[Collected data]
# # # #
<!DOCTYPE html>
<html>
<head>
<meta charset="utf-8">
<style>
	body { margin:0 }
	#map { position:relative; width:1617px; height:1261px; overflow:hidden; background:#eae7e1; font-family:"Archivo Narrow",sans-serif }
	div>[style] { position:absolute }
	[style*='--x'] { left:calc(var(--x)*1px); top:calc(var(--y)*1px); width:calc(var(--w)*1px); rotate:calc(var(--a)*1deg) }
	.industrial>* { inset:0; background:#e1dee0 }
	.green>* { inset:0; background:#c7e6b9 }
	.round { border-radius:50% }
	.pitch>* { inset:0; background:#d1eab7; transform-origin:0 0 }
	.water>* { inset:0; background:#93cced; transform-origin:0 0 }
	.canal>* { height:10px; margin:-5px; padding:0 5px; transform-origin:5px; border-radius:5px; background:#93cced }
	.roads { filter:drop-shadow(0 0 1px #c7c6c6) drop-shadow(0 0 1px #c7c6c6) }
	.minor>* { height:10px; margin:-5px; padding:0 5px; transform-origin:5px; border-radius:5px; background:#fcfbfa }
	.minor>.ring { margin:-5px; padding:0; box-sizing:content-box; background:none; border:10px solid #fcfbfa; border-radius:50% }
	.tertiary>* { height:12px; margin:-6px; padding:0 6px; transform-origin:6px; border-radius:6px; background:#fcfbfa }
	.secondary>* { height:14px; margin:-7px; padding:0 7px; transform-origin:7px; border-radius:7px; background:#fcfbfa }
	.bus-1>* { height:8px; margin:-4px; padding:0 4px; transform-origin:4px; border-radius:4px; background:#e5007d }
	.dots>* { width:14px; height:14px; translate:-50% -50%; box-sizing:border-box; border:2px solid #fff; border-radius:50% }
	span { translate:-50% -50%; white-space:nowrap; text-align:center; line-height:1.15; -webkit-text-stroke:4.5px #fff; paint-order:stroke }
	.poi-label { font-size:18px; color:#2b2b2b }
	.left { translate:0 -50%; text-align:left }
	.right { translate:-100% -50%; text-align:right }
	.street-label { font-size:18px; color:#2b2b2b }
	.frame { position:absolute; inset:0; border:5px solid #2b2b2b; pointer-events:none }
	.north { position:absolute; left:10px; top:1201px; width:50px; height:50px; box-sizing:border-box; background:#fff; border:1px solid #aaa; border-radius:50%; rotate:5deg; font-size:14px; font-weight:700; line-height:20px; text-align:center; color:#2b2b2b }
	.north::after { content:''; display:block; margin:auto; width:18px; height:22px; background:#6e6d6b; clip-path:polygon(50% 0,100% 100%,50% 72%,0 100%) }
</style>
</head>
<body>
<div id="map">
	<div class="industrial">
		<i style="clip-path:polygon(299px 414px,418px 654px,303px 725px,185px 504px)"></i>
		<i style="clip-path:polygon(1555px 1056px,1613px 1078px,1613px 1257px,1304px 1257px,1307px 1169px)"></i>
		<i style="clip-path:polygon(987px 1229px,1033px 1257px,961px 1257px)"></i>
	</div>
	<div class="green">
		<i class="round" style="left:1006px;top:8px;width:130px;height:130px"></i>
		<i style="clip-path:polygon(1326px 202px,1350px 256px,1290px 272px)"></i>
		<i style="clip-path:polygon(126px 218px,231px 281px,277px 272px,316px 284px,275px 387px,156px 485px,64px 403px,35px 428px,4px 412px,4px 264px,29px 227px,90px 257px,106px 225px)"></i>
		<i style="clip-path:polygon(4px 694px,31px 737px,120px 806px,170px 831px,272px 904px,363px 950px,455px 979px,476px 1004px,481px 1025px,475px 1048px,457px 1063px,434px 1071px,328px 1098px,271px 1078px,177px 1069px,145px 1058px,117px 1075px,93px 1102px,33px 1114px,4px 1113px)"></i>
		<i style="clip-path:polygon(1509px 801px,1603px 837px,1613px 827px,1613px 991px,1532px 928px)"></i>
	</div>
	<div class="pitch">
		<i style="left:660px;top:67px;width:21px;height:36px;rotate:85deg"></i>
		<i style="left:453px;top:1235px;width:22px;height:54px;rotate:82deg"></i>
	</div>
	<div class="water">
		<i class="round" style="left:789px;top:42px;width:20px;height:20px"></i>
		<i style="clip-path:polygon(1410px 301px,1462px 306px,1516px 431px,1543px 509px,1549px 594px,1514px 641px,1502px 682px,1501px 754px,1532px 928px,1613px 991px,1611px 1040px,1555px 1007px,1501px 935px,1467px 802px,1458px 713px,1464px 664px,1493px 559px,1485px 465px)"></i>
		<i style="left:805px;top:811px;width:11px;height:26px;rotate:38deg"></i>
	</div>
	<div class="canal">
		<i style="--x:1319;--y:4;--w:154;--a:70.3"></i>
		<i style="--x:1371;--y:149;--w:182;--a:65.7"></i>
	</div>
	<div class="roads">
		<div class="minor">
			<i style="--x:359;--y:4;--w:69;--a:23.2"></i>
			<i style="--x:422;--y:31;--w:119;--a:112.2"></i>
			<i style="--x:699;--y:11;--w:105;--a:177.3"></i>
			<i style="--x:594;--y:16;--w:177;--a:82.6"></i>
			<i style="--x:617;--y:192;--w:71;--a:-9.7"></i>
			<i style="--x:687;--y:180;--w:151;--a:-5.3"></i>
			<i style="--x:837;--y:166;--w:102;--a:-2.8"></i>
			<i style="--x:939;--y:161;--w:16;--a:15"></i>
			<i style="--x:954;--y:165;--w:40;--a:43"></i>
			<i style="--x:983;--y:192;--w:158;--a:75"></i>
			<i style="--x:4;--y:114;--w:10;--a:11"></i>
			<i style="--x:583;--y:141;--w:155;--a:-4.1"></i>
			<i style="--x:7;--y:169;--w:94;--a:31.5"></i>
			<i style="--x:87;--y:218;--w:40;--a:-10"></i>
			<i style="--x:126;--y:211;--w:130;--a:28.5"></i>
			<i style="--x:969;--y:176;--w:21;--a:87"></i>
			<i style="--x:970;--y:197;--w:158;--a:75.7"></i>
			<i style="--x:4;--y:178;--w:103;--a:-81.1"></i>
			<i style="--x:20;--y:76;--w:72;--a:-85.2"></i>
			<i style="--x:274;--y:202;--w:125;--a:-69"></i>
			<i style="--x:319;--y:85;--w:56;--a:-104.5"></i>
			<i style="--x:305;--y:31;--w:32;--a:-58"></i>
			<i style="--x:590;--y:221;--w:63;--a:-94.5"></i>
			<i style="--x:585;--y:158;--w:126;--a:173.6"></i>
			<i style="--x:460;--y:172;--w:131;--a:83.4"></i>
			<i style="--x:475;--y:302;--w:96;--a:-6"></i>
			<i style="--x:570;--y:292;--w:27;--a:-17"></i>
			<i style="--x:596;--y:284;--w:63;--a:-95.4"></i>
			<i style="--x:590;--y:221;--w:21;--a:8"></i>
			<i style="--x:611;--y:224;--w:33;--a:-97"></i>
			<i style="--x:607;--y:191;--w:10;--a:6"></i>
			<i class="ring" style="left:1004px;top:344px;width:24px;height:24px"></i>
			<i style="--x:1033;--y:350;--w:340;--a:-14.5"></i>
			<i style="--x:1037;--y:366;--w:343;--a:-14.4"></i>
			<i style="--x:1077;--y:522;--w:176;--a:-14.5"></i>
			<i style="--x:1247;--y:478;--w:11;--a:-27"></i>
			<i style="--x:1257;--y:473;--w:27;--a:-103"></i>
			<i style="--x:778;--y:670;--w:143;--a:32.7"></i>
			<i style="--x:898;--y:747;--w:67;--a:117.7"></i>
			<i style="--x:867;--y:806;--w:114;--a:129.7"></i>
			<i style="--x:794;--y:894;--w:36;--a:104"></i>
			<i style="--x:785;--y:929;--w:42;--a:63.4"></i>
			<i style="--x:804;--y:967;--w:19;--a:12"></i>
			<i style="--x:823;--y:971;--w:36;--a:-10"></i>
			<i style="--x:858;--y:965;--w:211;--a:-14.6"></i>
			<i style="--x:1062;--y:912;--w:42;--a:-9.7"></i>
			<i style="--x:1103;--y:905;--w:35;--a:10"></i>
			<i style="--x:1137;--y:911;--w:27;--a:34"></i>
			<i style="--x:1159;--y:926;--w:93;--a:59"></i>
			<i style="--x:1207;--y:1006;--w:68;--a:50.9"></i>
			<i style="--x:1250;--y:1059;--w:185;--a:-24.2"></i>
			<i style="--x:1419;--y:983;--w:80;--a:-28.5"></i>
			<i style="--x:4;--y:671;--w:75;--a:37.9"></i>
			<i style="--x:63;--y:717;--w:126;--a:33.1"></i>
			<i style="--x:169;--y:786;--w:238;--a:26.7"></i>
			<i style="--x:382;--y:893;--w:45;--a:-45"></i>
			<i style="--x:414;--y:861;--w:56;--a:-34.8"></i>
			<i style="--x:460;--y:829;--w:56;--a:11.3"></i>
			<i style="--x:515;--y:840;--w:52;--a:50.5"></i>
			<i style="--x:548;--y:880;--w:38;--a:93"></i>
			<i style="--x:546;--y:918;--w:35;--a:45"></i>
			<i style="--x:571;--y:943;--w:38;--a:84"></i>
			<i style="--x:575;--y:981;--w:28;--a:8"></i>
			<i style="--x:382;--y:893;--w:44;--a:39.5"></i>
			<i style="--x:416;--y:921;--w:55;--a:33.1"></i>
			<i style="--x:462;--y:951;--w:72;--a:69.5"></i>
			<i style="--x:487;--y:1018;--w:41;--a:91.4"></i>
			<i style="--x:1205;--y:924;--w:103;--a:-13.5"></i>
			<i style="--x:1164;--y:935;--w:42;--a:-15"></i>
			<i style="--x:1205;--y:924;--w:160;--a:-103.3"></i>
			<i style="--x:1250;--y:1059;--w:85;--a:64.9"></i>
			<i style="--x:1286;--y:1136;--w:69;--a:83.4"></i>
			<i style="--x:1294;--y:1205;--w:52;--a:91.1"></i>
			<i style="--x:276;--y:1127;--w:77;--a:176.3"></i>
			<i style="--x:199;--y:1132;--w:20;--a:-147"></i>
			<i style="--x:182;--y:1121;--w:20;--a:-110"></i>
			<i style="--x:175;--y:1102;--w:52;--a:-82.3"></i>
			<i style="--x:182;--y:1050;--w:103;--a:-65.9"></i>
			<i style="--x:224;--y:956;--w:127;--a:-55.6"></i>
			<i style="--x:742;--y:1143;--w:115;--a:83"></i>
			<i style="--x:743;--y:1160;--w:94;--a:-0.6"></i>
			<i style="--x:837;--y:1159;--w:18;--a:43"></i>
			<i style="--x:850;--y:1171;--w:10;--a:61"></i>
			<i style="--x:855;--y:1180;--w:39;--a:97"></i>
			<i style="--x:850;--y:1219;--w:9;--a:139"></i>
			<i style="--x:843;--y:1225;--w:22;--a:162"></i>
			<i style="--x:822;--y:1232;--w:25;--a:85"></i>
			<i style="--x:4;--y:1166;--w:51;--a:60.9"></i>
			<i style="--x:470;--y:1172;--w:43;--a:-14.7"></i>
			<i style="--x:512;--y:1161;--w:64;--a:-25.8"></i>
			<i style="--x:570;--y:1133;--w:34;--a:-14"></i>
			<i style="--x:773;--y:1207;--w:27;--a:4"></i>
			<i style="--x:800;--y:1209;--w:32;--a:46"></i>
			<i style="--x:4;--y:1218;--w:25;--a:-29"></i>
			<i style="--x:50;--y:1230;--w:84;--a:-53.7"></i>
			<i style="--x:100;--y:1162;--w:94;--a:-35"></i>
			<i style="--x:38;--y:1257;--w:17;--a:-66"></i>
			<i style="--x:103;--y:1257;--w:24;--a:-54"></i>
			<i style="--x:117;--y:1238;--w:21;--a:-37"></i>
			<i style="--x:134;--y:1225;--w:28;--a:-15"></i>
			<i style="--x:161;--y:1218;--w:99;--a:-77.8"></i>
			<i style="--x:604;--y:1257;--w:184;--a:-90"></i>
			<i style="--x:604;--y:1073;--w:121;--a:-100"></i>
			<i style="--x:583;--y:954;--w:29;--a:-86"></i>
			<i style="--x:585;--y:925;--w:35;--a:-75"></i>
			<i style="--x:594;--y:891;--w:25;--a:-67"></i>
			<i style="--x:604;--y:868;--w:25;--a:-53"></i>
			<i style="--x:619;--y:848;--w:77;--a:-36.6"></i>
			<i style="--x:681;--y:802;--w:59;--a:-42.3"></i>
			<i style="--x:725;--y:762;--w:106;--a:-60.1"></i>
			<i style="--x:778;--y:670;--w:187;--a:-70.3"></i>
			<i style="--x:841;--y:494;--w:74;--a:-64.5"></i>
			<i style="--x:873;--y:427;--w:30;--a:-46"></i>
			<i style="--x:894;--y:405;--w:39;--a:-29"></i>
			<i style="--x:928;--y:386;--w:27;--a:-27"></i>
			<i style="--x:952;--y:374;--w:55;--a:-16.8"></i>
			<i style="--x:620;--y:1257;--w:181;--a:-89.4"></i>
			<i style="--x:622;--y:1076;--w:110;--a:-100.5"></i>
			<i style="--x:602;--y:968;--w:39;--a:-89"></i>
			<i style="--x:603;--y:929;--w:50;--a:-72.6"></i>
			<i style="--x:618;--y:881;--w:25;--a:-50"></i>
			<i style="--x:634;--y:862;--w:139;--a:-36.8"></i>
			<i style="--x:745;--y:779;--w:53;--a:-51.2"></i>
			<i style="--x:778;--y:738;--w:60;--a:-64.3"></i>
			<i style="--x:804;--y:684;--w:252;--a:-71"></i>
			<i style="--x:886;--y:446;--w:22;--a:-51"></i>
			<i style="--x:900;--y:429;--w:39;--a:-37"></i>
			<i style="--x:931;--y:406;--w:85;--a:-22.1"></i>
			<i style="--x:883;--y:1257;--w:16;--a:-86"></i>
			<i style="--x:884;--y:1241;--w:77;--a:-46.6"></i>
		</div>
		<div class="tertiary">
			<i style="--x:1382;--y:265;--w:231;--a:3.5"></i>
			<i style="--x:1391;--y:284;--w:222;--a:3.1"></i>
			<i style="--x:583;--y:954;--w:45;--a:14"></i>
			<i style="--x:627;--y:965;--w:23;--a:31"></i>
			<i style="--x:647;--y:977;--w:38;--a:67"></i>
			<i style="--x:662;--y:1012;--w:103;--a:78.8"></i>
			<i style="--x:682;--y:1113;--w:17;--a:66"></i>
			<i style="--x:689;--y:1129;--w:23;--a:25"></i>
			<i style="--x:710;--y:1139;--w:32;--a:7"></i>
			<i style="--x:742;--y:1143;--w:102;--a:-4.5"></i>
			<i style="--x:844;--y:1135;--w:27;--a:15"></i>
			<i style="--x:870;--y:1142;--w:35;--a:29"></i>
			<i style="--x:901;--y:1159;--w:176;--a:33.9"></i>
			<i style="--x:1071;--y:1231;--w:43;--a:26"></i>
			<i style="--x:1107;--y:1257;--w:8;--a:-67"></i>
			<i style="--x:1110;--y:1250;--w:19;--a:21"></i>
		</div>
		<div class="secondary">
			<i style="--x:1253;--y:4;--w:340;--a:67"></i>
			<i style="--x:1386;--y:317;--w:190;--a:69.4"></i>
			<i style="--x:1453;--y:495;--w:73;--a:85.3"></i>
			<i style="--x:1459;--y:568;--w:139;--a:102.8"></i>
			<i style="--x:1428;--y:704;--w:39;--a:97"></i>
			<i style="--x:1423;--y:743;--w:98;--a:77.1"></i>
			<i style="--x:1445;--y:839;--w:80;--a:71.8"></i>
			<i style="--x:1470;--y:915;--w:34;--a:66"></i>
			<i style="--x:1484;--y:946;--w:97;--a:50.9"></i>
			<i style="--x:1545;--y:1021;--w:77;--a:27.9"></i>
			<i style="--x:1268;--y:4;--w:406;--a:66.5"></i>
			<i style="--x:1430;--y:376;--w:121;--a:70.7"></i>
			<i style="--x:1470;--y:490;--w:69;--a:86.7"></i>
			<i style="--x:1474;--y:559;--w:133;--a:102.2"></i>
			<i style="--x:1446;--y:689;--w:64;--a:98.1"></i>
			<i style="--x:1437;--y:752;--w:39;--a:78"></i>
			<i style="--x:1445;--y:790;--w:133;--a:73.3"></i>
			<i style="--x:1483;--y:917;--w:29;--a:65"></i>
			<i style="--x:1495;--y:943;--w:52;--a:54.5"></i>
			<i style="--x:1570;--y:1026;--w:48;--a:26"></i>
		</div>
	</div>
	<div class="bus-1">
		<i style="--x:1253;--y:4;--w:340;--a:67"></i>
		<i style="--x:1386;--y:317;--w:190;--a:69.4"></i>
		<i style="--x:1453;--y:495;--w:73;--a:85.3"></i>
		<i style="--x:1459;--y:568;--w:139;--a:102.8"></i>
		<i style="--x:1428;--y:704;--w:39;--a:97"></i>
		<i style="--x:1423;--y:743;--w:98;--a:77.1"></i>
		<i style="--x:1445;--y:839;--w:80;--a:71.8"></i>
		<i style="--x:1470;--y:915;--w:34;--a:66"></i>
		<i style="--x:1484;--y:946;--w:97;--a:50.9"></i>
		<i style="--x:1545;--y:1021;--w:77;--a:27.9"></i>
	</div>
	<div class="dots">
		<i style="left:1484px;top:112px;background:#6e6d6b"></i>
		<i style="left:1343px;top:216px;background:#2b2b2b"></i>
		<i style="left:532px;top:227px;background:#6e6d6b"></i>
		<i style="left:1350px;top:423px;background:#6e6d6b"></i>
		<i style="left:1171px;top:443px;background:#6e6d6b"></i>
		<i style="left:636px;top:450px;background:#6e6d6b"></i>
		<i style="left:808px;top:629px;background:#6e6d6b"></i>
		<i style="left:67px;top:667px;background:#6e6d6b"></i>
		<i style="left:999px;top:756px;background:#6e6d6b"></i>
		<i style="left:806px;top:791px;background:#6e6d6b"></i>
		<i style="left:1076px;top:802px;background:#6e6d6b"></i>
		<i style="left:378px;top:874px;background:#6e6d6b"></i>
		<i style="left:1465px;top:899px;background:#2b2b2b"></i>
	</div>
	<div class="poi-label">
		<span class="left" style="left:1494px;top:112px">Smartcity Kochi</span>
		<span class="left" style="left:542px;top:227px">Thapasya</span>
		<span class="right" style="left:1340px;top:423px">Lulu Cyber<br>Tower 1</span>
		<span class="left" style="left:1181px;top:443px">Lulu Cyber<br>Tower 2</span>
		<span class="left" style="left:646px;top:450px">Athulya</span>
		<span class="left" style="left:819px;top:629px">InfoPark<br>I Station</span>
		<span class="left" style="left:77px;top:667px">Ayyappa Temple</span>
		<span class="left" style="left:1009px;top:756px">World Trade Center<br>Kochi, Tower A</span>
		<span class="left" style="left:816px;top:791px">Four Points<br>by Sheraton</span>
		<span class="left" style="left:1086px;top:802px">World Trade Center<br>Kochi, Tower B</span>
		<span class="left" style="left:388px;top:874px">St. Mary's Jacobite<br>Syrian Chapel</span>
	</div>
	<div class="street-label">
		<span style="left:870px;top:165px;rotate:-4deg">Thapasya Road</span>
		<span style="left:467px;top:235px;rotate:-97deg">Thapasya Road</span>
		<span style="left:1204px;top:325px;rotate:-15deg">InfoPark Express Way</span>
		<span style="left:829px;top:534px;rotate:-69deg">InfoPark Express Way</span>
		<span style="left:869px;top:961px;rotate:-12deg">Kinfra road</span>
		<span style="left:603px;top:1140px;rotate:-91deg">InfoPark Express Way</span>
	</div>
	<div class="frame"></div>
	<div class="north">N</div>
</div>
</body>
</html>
# # # #
> Prompt
Every line of the records that includes the word "label" should be gathered.

> Result for this exercise
	.poi-label { font-size:18px; color:#2b2b2b }
	.street-label { font-size:18px; color:#2b2b2b }
	<div class="poi-label">
	<div class="street-label">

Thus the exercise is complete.